▸ RECORD SET
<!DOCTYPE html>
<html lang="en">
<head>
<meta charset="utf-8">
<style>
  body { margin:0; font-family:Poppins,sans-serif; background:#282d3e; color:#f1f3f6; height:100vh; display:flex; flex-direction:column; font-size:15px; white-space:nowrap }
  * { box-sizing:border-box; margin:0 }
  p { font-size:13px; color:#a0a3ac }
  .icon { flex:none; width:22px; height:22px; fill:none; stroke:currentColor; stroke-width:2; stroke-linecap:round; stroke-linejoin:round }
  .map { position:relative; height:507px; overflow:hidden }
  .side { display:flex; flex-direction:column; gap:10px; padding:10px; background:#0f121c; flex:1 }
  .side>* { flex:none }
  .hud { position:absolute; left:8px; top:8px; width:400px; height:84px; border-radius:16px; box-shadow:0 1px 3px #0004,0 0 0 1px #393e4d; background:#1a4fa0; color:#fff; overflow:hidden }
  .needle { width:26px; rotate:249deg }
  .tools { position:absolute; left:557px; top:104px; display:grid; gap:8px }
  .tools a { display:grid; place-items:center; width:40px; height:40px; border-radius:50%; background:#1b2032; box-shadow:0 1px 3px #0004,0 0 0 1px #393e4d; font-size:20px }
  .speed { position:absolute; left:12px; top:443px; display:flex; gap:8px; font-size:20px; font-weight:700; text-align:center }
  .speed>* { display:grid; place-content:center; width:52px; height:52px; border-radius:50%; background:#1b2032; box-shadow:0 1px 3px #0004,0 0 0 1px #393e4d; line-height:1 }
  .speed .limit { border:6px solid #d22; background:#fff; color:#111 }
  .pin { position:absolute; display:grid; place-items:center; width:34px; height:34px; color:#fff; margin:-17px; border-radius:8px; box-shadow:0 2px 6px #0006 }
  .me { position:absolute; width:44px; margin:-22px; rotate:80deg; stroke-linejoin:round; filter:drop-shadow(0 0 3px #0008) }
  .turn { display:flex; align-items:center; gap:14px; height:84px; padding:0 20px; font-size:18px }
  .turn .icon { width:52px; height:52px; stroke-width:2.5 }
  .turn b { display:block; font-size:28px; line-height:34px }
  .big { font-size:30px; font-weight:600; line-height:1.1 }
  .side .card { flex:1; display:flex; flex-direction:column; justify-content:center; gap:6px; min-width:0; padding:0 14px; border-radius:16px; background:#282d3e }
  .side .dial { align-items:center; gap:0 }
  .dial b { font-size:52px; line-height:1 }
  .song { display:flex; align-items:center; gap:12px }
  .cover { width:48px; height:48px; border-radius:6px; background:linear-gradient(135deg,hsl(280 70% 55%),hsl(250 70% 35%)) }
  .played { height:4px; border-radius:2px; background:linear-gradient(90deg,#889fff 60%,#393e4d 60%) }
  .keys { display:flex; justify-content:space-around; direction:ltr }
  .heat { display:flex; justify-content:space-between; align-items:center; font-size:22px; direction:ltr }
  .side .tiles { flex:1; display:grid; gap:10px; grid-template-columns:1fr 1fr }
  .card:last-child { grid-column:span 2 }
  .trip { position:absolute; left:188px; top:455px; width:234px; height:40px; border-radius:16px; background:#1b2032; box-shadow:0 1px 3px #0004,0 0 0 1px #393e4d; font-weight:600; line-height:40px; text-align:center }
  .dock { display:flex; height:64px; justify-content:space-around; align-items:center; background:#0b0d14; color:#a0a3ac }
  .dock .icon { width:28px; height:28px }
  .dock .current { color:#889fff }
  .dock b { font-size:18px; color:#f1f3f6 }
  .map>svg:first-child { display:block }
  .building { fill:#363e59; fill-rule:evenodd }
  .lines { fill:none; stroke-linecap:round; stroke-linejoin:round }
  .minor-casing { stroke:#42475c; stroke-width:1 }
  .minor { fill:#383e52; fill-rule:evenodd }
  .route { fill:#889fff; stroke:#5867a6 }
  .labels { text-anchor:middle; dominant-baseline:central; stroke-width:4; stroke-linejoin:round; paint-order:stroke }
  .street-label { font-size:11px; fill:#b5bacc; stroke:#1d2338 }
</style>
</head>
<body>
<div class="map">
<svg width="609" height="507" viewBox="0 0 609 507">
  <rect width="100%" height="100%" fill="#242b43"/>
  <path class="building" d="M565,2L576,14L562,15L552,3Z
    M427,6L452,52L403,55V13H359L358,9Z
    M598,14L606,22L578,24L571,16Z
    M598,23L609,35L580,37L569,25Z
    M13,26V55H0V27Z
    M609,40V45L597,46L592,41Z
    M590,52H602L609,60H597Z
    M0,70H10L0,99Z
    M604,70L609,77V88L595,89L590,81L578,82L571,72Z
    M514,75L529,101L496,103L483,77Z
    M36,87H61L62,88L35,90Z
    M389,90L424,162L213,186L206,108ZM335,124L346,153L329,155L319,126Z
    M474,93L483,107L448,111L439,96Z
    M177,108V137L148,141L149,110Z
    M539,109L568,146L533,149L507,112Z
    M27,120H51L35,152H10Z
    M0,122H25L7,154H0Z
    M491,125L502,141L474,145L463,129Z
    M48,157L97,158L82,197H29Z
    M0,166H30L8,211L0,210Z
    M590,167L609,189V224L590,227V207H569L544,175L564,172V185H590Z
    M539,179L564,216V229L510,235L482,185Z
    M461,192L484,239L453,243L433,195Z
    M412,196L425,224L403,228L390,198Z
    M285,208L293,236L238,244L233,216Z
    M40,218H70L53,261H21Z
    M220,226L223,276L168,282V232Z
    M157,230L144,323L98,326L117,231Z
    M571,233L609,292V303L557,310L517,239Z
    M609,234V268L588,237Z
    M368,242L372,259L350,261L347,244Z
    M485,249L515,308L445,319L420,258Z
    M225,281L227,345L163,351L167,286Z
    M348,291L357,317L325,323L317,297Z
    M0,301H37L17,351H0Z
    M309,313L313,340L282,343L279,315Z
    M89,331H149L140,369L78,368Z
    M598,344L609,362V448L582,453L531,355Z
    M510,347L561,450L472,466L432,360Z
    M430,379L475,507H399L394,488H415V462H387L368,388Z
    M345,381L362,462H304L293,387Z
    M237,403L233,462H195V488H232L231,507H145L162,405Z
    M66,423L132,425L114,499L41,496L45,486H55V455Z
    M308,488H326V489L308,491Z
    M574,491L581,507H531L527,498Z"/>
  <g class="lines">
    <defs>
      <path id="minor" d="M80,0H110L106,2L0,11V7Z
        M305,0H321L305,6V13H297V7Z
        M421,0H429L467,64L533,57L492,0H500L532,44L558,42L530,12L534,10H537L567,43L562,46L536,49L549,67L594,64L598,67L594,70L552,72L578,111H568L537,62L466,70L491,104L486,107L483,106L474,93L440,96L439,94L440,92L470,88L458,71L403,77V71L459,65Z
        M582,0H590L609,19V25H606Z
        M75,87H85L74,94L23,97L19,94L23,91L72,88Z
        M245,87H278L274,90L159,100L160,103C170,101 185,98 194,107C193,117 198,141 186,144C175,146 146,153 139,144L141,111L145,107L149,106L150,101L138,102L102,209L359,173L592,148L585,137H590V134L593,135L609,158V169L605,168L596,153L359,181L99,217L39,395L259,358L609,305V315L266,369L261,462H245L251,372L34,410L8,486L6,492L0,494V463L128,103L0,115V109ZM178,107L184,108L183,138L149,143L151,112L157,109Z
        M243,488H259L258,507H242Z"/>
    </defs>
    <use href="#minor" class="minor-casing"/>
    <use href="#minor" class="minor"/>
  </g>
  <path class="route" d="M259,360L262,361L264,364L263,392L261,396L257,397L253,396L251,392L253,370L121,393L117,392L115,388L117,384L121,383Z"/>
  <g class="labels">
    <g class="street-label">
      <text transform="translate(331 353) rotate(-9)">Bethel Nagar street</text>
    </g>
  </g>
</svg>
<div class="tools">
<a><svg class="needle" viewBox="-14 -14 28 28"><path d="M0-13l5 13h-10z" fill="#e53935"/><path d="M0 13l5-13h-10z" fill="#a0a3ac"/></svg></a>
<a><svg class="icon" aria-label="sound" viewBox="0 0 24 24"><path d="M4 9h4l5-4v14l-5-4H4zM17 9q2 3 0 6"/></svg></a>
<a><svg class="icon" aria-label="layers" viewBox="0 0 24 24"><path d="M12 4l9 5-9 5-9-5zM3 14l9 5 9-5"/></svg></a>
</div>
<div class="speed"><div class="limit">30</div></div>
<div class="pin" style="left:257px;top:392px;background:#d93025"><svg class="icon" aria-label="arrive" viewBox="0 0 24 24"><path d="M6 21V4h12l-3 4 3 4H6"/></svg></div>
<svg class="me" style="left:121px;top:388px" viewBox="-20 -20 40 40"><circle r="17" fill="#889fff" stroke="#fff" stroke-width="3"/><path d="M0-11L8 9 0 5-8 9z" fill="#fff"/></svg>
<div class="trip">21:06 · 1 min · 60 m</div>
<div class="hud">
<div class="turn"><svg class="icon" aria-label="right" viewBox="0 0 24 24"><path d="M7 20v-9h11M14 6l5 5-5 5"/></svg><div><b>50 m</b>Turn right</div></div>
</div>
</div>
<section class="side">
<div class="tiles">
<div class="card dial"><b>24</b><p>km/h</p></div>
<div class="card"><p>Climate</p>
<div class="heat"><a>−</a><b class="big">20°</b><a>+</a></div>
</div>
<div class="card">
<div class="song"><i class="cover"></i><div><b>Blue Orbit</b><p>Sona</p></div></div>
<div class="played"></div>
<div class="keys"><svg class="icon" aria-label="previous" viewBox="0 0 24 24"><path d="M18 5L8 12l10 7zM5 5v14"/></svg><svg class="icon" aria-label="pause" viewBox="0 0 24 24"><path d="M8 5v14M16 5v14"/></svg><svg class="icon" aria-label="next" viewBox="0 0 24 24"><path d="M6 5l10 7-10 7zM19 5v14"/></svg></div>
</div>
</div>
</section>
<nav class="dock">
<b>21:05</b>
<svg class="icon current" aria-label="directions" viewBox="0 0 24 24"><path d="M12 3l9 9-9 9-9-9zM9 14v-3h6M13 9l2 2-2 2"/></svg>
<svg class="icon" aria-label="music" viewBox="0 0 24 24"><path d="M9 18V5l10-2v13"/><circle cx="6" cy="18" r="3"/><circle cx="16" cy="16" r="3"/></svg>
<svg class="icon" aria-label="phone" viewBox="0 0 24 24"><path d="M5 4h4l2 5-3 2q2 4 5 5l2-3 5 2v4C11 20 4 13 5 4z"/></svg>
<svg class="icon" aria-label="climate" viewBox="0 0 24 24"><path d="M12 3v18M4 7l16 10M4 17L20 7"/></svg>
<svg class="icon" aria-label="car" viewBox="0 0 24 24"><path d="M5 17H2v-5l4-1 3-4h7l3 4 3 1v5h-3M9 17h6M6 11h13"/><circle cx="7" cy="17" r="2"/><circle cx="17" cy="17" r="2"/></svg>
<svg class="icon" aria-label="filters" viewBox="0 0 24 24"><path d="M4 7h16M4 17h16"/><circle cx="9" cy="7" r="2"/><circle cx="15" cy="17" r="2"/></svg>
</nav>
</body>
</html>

▸ WORK REQUIRED
Give the number of lines in the material above where the word "cover" appears, without any other words.

▸ OUTPUT OF THE EXERCISE
2